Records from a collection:
★ ★ ★ ★ ★ ★ ★

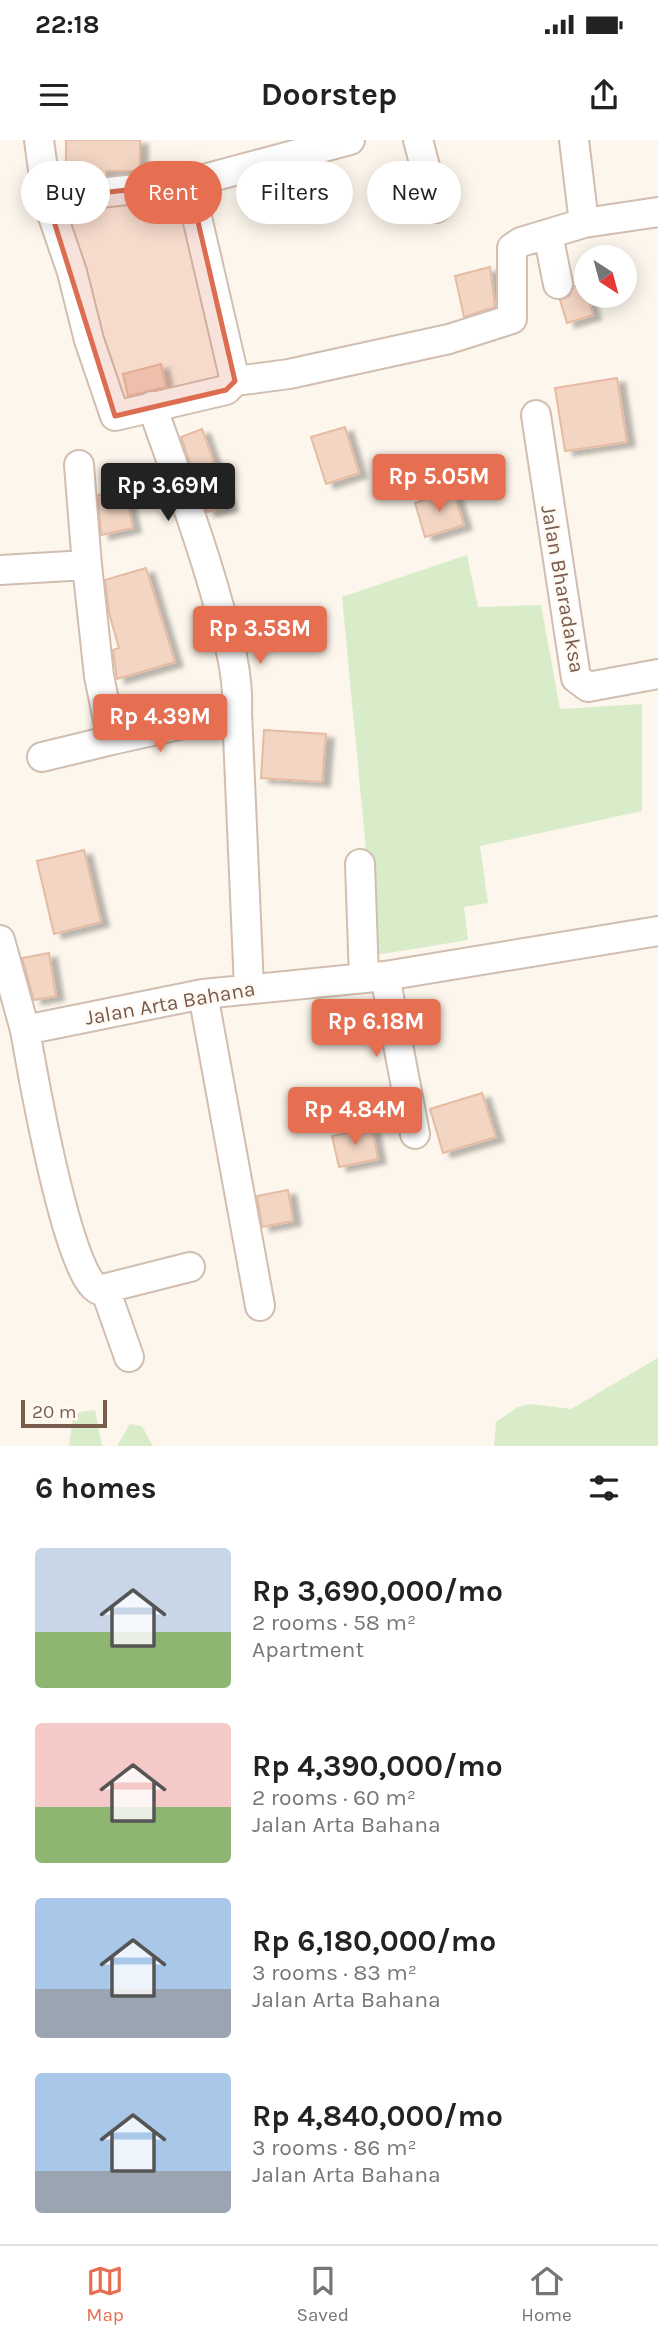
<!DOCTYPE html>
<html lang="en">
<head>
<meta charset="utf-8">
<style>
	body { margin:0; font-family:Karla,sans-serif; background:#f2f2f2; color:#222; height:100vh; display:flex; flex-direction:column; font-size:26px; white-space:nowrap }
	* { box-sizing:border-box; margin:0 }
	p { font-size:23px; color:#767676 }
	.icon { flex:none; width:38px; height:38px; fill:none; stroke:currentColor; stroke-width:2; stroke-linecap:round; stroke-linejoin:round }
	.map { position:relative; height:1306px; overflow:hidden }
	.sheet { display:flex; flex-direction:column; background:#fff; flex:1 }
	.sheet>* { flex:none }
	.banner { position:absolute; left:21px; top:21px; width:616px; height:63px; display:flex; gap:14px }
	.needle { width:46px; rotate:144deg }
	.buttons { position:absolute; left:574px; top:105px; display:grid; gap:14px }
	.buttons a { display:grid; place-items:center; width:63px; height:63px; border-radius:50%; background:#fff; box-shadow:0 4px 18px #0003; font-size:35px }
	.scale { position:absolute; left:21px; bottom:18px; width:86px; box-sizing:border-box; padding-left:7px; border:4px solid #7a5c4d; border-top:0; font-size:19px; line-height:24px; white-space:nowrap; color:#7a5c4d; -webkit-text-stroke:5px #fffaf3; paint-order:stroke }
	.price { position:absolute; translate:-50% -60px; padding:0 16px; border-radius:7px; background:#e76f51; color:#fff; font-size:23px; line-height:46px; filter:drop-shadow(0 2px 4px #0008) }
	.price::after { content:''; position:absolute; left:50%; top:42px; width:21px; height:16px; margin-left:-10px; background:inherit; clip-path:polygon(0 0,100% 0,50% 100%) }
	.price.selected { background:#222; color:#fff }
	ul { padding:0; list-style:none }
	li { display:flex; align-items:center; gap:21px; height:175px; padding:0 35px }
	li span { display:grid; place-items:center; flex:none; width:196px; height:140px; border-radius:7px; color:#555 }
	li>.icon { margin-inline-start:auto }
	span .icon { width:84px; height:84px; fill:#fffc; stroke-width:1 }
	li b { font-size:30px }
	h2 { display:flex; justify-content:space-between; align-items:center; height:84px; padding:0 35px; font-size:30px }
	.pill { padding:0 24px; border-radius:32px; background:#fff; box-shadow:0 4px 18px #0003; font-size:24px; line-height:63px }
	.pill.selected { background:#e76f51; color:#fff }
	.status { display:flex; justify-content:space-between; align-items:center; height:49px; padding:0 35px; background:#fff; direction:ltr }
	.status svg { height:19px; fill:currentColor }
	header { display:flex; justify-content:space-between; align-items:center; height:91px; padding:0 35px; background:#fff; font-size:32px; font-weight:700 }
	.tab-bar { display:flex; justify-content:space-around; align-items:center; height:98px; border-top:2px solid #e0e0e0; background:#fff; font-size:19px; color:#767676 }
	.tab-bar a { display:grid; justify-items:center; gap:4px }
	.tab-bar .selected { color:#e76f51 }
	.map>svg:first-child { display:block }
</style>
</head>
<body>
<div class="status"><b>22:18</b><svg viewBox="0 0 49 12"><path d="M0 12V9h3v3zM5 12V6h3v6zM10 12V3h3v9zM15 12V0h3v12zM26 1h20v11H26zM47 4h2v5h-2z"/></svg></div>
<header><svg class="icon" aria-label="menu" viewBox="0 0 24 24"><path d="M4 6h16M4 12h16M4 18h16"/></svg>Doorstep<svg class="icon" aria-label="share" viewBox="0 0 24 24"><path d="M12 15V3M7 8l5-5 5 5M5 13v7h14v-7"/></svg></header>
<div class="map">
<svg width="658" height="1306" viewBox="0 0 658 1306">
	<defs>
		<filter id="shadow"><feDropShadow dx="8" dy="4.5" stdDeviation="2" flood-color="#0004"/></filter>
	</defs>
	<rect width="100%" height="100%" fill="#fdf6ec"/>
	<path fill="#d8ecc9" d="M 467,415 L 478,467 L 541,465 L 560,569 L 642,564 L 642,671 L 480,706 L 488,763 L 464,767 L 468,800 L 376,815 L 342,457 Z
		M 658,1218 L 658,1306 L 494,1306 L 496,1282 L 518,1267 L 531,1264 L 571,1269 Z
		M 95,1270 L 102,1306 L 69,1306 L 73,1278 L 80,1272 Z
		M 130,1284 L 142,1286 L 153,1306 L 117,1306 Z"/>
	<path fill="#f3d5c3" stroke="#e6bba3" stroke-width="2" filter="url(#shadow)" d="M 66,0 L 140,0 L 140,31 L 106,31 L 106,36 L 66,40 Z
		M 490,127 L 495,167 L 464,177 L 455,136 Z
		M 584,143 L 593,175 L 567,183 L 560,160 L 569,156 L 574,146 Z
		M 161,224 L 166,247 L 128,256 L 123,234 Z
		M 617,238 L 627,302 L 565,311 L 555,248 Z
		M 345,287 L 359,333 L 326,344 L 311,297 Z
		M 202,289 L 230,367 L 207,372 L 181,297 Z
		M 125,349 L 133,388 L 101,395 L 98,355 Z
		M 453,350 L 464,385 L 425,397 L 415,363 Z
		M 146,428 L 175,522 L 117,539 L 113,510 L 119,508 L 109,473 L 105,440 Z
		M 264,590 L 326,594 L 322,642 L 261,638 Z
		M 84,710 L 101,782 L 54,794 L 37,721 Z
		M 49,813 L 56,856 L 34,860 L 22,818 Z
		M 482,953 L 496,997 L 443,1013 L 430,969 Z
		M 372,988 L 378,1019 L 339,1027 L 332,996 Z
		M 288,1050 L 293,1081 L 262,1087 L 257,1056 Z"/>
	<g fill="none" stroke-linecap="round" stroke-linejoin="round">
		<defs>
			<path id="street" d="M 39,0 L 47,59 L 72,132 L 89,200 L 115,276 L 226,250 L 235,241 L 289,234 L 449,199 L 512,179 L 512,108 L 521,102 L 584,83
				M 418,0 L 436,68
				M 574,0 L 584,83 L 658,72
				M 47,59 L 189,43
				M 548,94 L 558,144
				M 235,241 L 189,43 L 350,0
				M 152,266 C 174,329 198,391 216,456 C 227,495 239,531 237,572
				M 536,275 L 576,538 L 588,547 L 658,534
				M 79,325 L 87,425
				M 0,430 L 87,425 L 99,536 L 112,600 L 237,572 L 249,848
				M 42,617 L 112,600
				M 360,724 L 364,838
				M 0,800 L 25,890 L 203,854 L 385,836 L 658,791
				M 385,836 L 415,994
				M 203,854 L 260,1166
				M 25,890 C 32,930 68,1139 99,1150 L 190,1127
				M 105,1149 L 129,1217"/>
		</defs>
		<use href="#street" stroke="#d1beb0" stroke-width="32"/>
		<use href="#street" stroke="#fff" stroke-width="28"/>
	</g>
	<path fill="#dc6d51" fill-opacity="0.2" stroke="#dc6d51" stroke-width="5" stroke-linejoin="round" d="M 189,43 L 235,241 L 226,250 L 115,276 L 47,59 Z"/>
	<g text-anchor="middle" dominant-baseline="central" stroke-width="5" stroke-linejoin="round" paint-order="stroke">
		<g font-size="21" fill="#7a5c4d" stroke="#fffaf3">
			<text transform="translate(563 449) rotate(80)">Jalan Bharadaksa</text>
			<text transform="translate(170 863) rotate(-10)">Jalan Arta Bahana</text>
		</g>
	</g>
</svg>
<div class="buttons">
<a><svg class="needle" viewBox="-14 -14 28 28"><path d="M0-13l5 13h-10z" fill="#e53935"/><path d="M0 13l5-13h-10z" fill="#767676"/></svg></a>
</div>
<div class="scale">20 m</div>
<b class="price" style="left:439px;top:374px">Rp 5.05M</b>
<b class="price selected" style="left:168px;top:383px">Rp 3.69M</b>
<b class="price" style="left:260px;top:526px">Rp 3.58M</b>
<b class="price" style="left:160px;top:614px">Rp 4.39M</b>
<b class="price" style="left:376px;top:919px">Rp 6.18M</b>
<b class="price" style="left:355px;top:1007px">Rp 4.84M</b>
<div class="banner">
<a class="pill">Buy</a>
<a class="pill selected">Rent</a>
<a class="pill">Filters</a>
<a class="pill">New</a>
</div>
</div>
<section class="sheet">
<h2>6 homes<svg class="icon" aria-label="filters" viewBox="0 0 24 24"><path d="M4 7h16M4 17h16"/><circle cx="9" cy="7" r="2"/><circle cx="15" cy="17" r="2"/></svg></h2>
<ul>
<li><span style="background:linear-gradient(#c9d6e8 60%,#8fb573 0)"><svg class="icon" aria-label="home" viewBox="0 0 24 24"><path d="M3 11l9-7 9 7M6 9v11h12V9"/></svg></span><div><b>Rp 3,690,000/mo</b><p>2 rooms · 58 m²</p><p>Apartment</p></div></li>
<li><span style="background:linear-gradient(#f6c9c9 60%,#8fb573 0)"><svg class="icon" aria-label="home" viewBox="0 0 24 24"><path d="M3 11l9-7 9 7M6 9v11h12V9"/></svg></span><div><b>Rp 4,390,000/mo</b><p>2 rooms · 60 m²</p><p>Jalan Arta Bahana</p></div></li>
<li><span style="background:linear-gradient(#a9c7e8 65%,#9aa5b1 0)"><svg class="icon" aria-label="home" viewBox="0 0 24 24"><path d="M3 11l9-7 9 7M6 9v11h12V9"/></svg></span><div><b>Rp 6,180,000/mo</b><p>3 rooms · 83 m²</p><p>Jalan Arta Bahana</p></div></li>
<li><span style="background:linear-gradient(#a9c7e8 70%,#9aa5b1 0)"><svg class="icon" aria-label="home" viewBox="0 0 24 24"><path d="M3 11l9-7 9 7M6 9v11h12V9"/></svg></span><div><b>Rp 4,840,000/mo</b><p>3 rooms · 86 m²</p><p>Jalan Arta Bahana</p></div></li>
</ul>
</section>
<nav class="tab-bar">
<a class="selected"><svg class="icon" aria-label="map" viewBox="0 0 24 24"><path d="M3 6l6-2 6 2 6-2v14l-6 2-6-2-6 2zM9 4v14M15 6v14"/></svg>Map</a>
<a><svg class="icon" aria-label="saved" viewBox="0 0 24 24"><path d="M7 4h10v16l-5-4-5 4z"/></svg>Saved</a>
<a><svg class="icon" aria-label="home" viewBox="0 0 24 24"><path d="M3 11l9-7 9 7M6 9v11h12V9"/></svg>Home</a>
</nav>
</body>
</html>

★ ★ ★ ★ ★ ★ ★

* _Problem to solve_
What is the number of lines above that contain "absolute"? Answer with that number only.

* _Task output_
5